China has launched its first domestically-made aircraft carrier, in a demonstration of the growing technical sophistication of its defence industries.
The 50,000-tonne carrier was towed from its dockyard on Wednesday morning following a ceremony in the northern port city of Dalian.
Development of the new carrier began in 2013 and construction commenced in late 2015. It is expected to be formally commissioned sometime before 2020, after sea trials and the arrival of its full air complement.
Reports of the launch said a bottle of champagne was broken across the ship’s bow and other craft in the port sounded their horns in celebration.
Like the 60,000-tonne Liaoning aircraft carrier, which was purchased from the Ukraine, the new carrier is based on the Soviet Kuznetsov class design, with a ski jump-style deck for taking off and a conventional oil-fuelled steam turbine power plant.
The oil-fuelled 50,000-tonne carrier is based on the Soviet Kuznetsov class design, with a ski jump-style deck for taking off [Li Gang/Xinhua via AP]
The design limits the weight of payloads its planes can carry, its speed and the amount of time it can spend at sea relative to US nuclear-powered carriers.
The main hull of the new carrier has been completed and its power supply put into place.
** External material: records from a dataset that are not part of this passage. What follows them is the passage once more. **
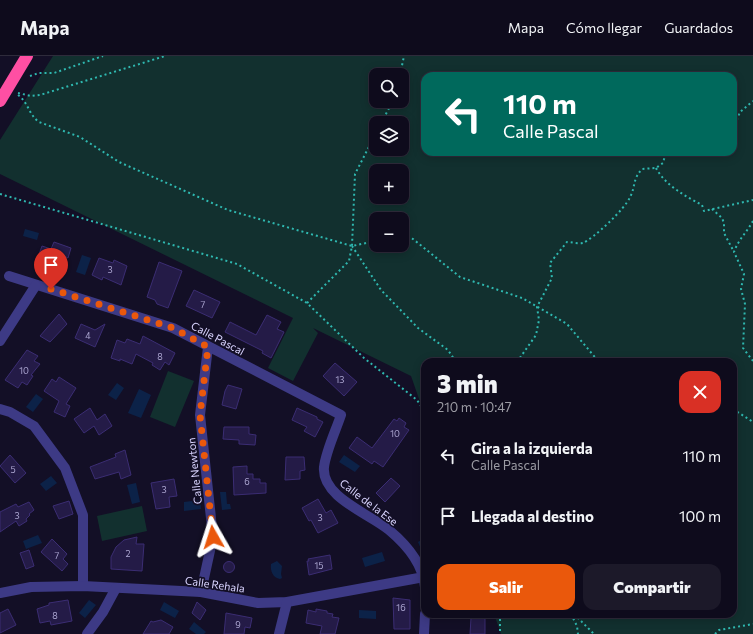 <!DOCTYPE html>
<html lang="es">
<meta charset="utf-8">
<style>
body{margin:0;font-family:Commissioner,sans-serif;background:#1c1929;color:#f1f3f6;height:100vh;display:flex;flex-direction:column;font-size:15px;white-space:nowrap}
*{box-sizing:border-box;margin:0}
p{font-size:13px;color:#9b9ba3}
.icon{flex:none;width:22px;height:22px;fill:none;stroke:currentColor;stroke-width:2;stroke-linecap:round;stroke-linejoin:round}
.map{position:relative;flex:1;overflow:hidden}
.details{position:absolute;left:421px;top:302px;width:316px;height:260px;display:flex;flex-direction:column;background:#0e0b1c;border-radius:12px;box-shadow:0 2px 10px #0003,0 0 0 1px #2e2b3b}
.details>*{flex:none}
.guide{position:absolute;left:421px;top:16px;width:316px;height:84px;border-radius:12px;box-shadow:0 2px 10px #0003,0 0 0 1px #2e2b3b;background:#00695c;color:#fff;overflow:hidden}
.fabs{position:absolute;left:369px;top:12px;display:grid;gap:8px}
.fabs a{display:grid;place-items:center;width:40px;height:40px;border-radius:8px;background:#0e0b1c;box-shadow:0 2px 10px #0003,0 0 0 1px #2e2b3b;font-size:20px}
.pin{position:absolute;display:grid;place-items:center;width:34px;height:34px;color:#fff;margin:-41px -17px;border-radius:50% 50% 50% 0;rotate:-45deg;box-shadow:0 0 4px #0007}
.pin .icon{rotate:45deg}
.me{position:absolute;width:44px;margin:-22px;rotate:354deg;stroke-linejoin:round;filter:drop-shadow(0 0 3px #0008)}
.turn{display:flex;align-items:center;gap:14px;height:84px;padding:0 16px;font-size:18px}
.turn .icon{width:52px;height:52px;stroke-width:2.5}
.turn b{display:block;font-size:28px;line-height:34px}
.round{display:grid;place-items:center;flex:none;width:42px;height:42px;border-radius:12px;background:#1c1929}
.headline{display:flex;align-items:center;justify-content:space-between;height:68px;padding:0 16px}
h1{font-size:24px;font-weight:800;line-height:30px}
.primary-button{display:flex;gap:8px;margin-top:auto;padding:8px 16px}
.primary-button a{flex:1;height:46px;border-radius:12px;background:#ea580c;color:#fff;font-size:16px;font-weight:800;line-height:46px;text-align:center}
.primary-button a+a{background:#1c1929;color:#f1f3f6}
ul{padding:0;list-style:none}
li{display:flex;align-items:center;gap:12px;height:60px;padding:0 16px}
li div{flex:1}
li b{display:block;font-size:15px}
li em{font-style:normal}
header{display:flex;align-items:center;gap:24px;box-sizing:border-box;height:56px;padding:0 20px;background:#0e0b1c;border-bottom:1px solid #2e2b3b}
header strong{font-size:19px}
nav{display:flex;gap:22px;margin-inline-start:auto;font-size:14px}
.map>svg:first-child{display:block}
.green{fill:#12302f;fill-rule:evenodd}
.water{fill:#0c2248}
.building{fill:#241b47;stroke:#3b2d73}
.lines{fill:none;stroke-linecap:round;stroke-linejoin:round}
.path{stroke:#2fb8b0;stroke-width:2;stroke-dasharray:2 3;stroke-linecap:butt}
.street{stroke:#3d3a85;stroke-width:10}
.highway{stroke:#ff4fa3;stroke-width:12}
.route{stroke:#ea580c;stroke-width:7;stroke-dasharray:0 12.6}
.labels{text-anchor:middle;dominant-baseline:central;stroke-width:3.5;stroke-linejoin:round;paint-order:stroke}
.number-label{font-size:9px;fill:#aca6d1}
.street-label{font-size:11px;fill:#d9d4ff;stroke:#130f26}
</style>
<header>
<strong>Mapa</strong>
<nav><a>Mapa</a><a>Cómo llegar</a><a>Guardados</a></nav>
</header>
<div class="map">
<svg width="753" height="578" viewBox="0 0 753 578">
<rect width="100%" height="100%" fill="#130f26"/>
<g class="green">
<path d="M53 0H753V578H501L494 558H733V306H425V360L411 320 313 272 318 277 293 325 268 312 293 262 0 118V84ZM376 19H402V45H376ZM425 20H733V96H425ZM376 67H402V93H376ZM376 115H402V141H376ZM376 163H402V189H376Z"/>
<path d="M168 315 194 325 175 371 150 361Z"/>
<path d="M142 450 147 475 102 485 97 460Z"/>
</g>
<g class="water">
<path d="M25 173 39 177 37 184 23 180Z"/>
<path d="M82 199 91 202 85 219 76 216Z"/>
<path d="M117 327 124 332 116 344 108 339Z"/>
<path d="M139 333 151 339 141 362 128 357Z"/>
<path d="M36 338 43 343 33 356 26 351Z"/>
<path d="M344 399 360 410 355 416 339 406Z"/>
<path d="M51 420 57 427 46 435 40 428Z"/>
<path d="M136 427 140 446 132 448 127 429Z"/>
<path d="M220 436H226L227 448H230L231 453 222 454Z"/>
<path d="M200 444 201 453 184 455V446Z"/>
<path d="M38 479 42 487 26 493 23 485Z"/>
<path d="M423 483 425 497 423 498 418 486Z"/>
<path d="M382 496 385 505 365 511 362 502Z"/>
<path d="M277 505 282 510 281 518 282 522 280 523C273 522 270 515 271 508Z"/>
<path d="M89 544 96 549 85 562 79 557Z"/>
<path d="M164 546 179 555 175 562 160 554Z"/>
<path d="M359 554 376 555V563L359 562Z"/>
<path d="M194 566 206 576 204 578H196L189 573Z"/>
</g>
<g class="building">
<path d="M54 186 71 192 68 202 64 200 58 218 35 209 42 190 51 193Z"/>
<path d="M99 202 113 207 114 204 127 210 121 229 103 221 102 224 92 219Z"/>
<path d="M159 206 182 215 168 252 157 248 155 244 147 241Z"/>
<path d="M194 234 220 246 212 262 186 250Z"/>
<path d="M59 258 67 268 50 286 40 280Z"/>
<path d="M267 259 281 266 277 273 284 276 271 302 262 297 263 295 225 276 230 266 256 279Z"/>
<path d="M81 268 95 274 105 268 95 291 75 282Z"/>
<path d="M143 280 175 297 169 309 165 306 160 314 152 309 153 307 136 298 132 308 120 303V305L111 302 117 284 125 287 127 283 140 288Z"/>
<path d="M27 294 38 300 34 305 40 308 31 319 33 320 27 329 22 326 18 332 5 324Z"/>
<path d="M335 307 357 326 344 340 323 320Z"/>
<path d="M59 321 76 332 66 348 70 350 65 361 54 356 59 345 44 335 52 323 56 326Z"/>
<path d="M228 329 242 333 236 353 222 349 225 335Z"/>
<path d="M90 352 97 364 105 358 112 370 99 379 94 370 84 377 74 363Z"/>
<path d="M297 352 317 361V363L323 366 315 381 304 375 307 371 292 364Z"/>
<path d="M399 362 406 367 404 371 409 374 383 411 374 405 372 408 349 392 357 381 372 392 394 363 397 365Z"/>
<path d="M224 371H249V378L256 379 255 389 239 388V384L223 383Z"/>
<path d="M125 394 131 419 121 423 119 416 95 423 90 411 116 401 115 398Z"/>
<path d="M10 399 26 417 15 427 0 410Z"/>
<path d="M286 401H304L305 414 300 415V423L285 424Z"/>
<path d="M247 410V418H253V423H260V427H266V437L234 439 233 411Z"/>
<path d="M391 422 400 430 385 446 376 437Z"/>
<path d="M174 423 177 440 169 441 170 451 156 453 151 427Z"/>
<path d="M318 443 326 457 331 454 338 467 318 477 311 464 309 465 302 452Z"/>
<path d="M69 445 73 458 59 463 53 450Z"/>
<path d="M29 446 34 454 29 458 30 459 26 463 27 465 19 470 16 465 0 476V456L16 448 18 451Z"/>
<path d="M137 481 136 488H144L142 515 111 513V501L116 491 124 484Z"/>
<path d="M52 483 67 498 63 503 68 508 62 515 41 496Z"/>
<path d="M29 494 34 510 26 513 20 497Z"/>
<path d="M330 499 332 513 309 519 307 505H309L308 503Z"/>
<circle cx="229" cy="511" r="5.5"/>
<path d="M393 542 410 544V573H394Z"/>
<path d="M68 544 72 565 51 569 50 565 40 567 37 553 49 549V547Z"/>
<path d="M197 546 206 554 200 564 192 557Z"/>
<path d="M8 553 16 569 0 577V557Z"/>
<path d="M316 553 327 555V557L333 558 332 561 339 562 335 578H320L322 570 306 567 308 554 316 556Z"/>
<path d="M226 557 252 562 250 572 245 571 244 578H224Z"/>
<path d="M471 562H485V578H470Z"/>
<path d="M161 564 173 571 169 578H143L151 565 153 566Z"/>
</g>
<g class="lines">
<g class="path">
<path d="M400 19 404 0"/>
<path d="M30 20 39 17H54L103 0"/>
<path d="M18 37 31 40 40 39 165 0"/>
<path d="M18 39C28 46 29 59 39 66L80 81 119 106 228 154 352 190 376 185"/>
<path d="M733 66H736L740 56 753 45"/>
<path d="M381 67 393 45"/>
<path d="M656 112C665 129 685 140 702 149L704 155 753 144"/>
<path d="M0 138 237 208 307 247 364 302 417 344 425 356"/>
<path d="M712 153 722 162 724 167V177L734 196"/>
<path d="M753 165C747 176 738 184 734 196L744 218 741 233 745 248 743 292 753 305"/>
<path d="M402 181 413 183 460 221 522 242 567 268 599 306"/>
<path d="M352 190 381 234 418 272 448 294 456 306"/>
<path d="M307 247 349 205 352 190 355 118 376 77"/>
<path d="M517 306 536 279 539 264 537 251 552 222 550 207 567 186C571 186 578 188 583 187 593 183 626 152 630 141 636 130 632 124 642 113L656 112 663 107 666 96"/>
<path d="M733 353 753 366"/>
<path d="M500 558V578"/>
<path d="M571 558 577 570 578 578"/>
<path d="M574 558 594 578"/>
<path d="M715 578 719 574 753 568"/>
</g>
<g class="street">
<path d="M9 220 173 272 341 359C336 374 326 395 324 411 321 441 370 458 389 474 407 489 423 508 425 531"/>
<path d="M0 285 36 229"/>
<path d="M0 353 10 356 34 370 65 412 83 459V530"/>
<path d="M201 536 213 481 200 359 208 291"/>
<path d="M0 537 31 531 83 530 201 536 258 547 287 546 424 521"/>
<path d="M87 578 103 556 116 532"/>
<path d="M279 578 287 546"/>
<path d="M424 578 425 558"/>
</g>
<path class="highway" d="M0 45 27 0"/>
</g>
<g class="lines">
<path class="route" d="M51 233 173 272 208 291 200 359 213 481"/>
</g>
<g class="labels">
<g class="number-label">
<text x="110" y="213">3</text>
<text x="203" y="248">7</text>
<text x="88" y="279">4</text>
<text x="160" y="300">8</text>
<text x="24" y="314">10</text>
<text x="340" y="323">13</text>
<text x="395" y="377">10</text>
<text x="13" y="413">5</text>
<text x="247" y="425">6</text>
<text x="164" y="433">3</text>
<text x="17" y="459">3</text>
<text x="320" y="461">3</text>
<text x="128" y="497">2</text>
<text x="57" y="499">7</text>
<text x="319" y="509">15</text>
<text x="401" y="551">16</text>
<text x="55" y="559">8</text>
<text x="238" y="568">9</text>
</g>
<g class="street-label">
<text transform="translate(218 282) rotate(28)">Calle Pascal</text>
<text transform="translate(194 415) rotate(-96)">Calle Newton</text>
<text transform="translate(369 446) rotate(37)">Calle de la Ese</text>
<text transform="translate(215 528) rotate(8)">Calle Rehala</text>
</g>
</g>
</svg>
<div class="fabs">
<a><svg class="icon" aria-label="search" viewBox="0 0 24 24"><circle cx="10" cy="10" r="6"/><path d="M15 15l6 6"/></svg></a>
<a><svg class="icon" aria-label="layers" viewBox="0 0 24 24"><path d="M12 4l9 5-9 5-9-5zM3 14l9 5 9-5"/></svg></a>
<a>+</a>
<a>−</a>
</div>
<div class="pin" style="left:51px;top:233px;background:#d93025"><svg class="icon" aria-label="arrive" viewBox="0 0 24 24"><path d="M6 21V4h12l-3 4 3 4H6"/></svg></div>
<svg class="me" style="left:213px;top:481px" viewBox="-20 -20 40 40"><path d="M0-17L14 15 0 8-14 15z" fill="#ea580c" stroke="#fff" stroke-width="4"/></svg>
<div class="guide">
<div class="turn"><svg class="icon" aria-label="left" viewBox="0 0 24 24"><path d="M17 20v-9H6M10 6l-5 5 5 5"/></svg><div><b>110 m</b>Calle Pascal</div></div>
</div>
<section class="details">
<div class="headline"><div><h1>3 min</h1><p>210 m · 10:47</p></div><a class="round" style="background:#d93025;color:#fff"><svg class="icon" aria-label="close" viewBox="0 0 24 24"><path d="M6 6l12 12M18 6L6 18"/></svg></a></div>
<ul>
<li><svg class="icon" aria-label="left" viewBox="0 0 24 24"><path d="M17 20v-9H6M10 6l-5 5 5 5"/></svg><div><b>Gira a la izquierda</b><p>Calle Pascal</p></div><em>110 m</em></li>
<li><svg class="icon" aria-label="arrive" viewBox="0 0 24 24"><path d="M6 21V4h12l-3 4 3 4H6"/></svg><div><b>Llegada al destino</b></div><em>100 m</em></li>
</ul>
<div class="primary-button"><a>Salir</a><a>Compartir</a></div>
</section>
</div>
Next up are mooring tests and the debugging of its electronic systems, the defence ministry said.
China is believed to be planning to build at least two – and possibly as many as four – additional carriers, with one of them – the Type 002 – reported to be already under construction at a shipyard outside Shanghai.
They are expected to be closer in size to the US Navy’s nuclear-powered 100,000-tonne Nimitz class ships, with flat flight decks and catapults to allow planes to launch with more bombs and fuel aboard.
READ MORE: South China Sea – Weapons systems installed on islands
China has offered little information about the roles it expects its carriers to play, although its planning appears to be evolving as it gains more experience.
The Liaoning was initially touted mainly as an experimental and training platform, but in December was declared to be combat-ready and has taken part in live-firing exercises in the South China Sea, where tensions have risen over China’s construction of man-made islands complete with airstrips and military structures.